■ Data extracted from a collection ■
-------------------------

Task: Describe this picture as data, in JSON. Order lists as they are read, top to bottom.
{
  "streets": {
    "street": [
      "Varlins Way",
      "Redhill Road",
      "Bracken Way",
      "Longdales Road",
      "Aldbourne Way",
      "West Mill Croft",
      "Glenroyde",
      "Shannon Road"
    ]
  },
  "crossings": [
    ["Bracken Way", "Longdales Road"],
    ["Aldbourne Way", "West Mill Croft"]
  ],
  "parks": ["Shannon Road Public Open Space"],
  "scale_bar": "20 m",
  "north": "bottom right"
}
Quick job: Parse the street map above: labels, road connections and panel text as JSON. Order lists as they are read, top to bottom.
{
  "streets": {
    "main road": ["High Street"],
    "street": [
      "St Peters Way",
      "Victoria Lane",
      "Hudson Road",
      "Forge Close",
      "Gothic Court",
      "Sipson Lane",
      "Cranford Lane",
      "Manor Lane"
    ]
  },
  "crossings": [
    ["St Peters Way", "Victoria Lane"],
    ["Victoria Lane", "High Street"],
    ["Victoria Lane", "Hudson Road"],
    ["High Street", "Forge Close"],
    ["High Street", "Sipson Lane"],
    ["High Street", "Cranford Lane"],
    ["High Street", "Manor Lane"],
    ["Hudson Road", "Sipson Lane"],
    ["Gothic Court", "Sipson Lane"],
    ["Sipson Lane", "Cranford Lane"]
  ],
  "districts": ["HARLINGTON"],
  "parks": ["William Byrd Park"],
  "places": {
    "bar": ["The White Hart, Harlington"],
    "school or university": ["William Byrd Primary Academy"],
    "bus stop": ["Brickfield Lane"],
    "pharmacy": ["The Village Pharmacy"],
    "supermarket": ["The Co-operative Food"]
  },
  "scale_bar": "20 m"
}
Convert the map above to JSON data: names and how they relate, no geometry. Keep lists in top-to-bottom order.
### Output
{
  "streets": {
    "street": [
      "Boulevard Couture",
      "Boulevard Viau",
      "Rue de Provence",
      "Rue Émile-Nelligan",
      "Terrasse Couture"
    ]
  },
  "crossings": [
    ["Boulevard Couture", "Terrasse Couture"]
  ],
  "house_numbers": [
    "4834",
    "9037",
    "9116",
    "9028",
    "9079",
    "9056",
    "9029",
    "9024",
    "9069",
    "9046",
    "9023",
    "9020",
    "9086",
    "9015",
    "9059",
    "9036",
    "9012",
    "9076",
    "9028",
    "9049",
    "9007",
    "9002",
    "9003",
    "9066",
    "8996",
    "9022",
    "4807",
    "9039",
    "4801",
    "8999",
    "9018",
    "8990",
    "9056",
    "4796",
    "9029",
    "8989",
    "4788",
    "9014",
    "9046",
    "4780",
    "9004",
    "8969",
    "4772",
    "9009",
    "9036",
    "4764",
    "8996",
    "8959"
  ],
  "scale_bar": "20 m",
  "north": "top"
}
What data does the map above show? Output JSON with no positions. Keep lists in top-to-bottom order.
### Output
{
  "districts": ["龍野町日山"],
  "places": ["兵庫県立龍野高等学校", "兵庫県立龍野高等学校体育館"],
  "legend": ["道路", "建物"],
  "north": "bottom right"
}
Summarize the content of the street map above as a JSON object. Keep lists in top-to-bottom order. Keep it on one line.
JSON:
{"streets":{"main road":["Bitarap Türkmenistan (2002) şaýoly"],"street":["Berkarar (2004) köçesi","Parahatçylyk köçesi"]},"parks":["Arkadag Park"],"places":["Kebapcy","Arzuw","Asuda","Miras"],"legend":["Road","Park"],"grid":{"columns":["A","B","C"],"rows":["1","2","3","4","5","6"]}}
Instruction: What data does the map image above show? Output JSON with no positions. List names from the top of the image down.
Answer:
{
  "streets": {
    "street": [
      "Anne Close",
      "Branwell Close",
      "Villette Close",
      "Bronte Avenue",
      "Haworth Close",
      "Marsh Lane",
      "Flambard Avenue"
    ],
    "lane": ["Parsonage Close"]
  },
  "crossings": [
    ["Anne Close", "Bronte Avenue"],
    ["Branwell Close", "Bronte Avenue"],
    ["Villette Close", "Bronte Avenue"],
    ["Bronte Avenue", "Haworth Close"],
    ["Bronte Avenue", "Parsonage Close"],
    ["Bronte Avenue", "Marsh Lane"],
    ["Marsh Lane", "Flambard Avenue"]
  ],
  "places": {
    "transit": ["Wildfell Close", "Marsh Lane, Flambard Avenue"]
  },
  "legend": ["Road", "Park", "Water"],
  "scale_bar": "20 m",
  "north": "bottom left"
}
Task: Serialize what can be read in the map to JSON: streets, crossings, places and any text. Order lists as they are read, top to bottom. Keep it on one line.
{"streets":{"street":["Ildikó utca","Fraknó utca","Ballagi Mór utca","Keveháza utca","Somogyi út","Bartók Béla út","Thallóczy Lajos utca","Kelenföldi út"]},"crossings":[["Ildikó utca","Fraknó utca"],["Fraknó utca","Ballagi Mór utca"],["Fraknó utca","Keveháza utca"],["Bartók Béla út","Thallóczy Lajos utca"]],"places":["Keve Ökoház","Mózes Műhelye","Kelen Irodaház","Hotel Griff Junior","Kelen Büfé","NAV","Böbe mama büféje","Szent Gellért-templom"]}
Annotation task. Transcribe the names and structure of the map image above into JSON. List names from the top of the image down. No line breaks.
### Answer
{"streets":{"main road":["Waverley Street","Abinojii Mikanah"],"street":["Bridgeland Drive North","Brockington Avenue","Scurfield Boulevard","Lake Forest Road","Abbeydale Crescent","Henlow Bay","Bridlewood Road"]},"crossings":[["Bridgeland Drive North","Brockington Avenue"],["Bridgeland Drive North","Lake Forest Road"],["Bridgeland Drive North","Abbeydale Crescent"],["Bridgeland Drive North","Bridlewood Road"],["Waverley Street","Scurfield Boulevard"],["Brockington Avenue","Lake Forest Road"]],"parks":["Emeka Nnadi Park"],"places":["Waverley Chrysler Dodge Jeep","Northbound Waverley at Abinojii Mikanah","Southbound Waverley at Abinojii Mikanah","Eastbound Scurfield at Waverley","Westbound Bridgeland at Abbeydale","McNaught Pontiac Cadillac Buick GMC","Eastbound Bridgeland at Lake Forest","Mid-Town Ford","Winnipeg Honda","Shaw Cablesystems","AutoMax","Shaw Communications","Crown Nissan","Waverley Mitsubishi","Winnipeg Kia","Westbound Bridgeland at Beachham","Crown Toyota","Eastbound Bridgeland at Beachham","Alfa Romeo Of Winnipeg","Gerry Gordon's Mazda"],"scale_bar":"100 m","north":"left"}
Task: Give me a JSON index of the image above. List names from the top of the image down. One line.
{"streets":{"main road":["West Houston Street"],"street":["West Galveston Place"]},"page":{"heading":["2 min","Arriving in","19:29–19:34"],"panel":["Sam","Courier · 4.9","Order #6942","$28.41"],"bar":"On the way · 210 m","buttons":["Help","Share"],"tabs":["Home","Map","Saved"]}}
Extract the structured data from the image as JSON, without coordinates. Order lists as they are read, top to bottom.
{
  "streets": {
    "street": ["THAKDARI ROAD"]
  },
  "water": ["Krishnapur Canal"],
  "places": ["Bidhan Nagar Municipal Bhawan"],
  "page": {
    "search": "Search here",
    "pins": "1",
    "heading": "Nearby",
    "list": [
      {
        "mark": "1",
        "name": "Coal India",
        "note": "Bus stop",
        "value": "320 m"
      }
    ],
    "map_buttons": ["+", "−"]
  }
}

-------------------------

■ Task to complete ■
Copy out, word for word, the part of the entries above that begins at the line with "What data does the map above" and ends at the line with "Instruction: What data", including both.

■ Answer space ■
What data does the map above show? Output JSON with no positions. Keep lists in top-to-bottom order.
### Output
{
  "districts": ["龍野町日山"],
  "places": ["兵庫県立龍野高等学校", "兵庫県立龍野高等学校体育館"],
  "legend": ["道路", "建物"],
  "north": "bottom right"
}
Summarize the content of the street map above as a JSON object. Keep lists in top-to-bottom order. Keep it on one line.
JSON:
{"streets":{"main road":["Bitarap Türkmenistan (2002) şaýoly"],"street":["Berkarar (2004) köçesi","Parahatçylyk köçesi"]},"parks":["Arkadag Park"],"places":["Kebapcy","Arzuw","Asuda","Miras"],"legend":["Road","Park"],"grid":{"columns":["A","B","C"],"rows":["1","2","3","4","5","6"]}}
Instruction: What data does the map image above show? Output JSON with no positions. List names from the top of the image down.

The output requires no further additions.